His declining health forced Prätorius to resign professionally in recent years. From 1959 to 1961 he held lectures on stage design and theater art at the Wilmersdorfer Volkshochschule. In addition to his work for the stage, he was also active as a painter and graphic artist and was a member of the Nuremberg Secession.

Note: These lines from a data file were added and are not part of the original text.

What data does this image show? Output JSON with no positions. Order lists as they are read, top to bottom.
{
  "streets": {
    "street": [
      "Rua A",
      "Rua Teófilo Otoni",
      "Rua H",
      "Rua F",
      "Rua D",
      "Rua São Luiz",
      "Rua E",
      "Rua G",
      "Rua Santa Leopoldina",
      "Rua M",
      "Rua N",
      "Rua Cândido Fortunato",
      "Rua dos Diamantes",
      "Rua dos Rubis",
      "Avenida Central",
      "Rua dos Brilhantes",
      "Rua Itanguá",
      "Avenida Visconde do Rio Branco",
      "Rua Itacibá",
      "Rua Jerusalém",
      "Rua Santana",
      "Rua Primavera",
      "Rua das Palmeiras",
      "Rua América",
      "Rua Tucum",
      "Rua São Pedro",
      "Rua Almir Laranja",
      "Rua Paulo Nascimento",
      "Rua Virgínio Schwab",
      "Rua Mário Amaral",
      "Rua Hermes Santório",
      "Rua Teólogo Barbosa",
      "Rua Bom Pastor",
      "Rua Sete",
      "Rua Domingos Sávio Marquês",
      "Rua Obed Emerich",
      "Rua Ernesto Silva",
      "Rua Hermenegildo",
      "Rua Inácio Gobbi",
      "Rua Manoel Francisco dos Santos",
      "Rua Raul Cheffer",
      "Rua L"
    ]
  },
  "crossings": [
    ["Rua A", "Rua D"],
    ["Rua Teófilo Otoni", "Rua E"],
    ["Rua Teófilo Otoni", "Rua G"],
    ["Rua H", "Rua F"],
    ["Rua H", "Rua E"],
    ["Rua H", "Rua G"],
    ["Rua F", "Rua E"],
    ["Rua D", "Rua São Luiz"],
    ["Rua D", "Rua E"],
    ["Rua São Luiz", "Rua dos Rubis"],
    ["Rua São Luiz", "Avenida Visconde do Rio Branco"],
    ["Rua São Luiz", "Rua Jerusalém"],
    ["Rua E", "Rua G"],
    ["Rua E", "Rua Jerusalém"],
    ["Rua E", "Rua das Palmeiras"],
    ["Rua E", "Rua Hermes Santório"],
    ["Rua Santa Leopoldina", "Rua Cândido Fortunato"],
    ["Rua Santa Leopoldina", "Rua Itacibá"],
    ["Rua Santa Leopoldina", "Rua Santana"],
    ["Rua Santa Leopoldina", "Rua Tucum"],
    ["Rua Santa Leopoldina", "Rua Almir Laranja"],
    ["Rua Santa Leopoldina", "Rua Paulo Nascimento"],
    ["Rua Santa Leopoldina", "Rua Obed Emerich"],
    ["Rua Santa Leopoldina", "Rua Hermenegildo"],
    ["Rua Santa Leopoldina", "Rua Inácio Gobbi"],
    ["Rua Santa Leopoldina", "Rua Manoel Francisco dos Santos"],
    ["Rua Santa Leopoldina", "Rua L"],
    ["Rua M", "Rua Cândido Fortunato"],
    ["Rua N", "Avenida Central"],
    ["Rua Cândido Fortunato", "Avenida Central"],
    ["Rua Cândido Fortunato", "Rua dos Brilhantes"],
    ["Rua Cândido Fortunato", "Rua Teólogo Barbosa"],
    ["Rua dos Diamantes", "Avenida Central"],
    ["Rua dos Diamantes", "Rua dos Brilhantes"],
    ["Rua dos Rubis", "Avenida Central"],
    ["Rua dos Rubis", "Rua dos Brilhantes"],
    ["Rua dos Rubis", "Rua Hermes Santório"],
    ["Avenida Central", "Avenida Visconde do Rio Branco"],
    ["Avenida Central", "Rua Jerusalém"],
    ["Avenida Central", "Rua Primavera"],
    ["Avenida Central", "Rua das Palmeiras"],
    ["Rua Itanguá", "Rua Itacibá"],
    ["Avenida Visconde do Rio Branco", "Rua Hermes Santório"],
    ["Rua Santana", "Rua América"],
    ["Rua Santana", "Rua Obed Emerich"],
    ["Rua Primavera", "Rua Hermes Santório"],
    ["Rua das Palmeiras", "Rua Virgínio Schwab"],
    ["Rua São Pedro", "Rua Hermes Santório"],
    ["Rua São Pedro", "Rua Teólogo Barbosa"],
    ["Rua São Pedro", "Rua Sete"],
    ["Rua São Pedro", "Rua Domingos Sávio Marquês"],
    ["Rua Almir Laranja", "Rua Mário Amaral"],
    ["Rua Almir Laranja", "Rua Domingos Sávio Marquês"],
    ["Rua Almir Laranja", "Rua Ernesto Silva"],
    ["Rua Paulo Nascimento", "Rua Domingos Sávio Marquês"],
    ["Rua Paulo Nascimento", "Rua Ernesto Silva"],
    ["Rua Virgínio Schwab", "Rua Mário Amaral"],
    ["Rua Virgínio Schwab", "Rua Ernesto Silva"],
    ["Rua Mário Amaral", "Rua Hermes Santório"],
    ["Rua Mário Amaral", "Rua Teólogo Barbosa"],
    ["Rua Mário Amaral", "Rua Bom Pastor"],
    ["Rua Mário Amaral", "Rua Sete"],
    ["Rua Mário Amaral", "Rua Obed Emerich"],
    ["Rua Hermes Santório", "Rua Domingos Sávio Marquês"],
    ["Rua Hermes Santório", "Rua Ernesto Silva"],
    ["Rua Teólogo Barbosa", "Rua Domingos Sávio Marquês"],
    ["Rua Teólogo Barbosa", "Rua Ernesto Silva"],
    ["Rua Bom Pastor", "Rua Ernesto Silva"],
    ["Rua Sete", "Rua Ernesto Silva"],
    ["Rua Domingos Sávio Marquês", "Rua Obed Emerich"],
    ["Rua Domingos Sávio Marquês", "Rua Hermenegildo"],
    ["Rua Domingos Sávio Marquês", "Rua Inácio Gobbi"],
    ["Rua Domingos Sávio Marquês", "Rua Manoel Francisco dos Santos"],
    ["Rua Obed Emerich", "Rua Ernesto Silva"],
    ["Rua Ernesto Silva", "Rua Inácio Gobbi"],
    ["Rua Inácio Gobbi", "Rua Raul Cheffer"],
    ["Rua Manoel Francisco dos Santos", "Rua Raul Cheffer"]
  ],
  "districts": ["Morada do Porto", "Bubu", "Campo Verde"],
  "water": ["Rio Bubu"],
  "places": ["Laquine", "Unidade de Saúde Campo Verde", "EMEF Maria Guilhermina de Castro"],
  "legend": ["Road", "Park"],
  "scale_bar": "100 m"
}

Friedrich Prätorius' estate is kept in the Theater Studies Collection in Cologne. A few designs are in Bamberg and in the Deutsches Theatermuseum in Munich.

Fonts

  • “Das deutsche Bühnenbild”, in: Theater der Welt , Vol. 1, 1937, pp. 138–42. [Exhibition review]
  • “Der Bühnenbildner”, in: Wille und Macht , Volume 10, 1942, pp. 13-17.
  • Eight lectures for the Wilmersdorf adult education center in Berlin 1959–61 [manuscripts in the Cologne Theater Studies Collection]

Exhibitions

  • Berlin theater since 1945. Stage design and performance , Berlin, Haus am Waldsee, September 17 to October 11, 1959, Berlin 1959
  • Heinz Ohff. Friedrich Praetorius. Stage sets . Berlin, Town Hall Fehrbelliner Platz, March 29 to April 20, 1963

Individual evidence

  1. Kürschner's biographical theater manual: drama, opera, film, radio. Germany, Austria, Switzerland , Berlin 1956, Vol. 2, p. 566; Ohff.
  2. For the copies based on Schinkel's drafts for Undine see Rudolf Herd: “Notes.” Friedrich Praetorius obituary. In: Mitteilungen der ETA-Hoffmann-Gesellschaft , 9, Bamberg 1962, p. 64 and Elke Riemer, Karl Friedrich Schinkel's stage design for ETA Hoffmann's opera "Undine", in: Mitteilungen der ETA Hoffmann-Gesellschaft Bamberg , No. 17, 1971, p 28.
  3. Ohff.
  4. Mecklenburgische Monatshefte , Vol. 8, 1932, pp. 123 and 548.
  5. ^ Adelheid von Saldern, Staged Stolz: City Representations in Three German Societies (1935-1975) , Stuttgart 2005, pp. 266–267.
  6. ^ "A loss for the Berlin theater": Obituary in the Tagesspiegel , July 18, 1962, signed H. St.
  7. B Rep. 014 No. 2222 1947 - 1952 in the Berlin State Archives.
  8. Wolfgang Jacobsen and Hans Helmut Prinzler (eds.), Käutner , Berlin 1992, pp. 30–31; Klaus Völker, Hans Lietzau: Actor - Director - Intendant , Berlin 1999, p. 88. On a legal dispute against the Städtische Oper Berlin see. B Rep. 014 No. 2218 1952 - 1955 in the Berlin State Archives.
  9. ^ Friedrich Luft, Berlin Theater 1945-1961. Sixteen critical years , Velber near Hannover 1962, p. 161
  10. Günther Rühle, Theater in Deutschland 1945 - 1966. His events - his people , Frankfurt am Main 2014, p. 531. See also p. 451.
  11. Chris Hill describes attending a performance in Der stolen Elefant: A journey through time through war, flight, life in post-war Berlin , 2018.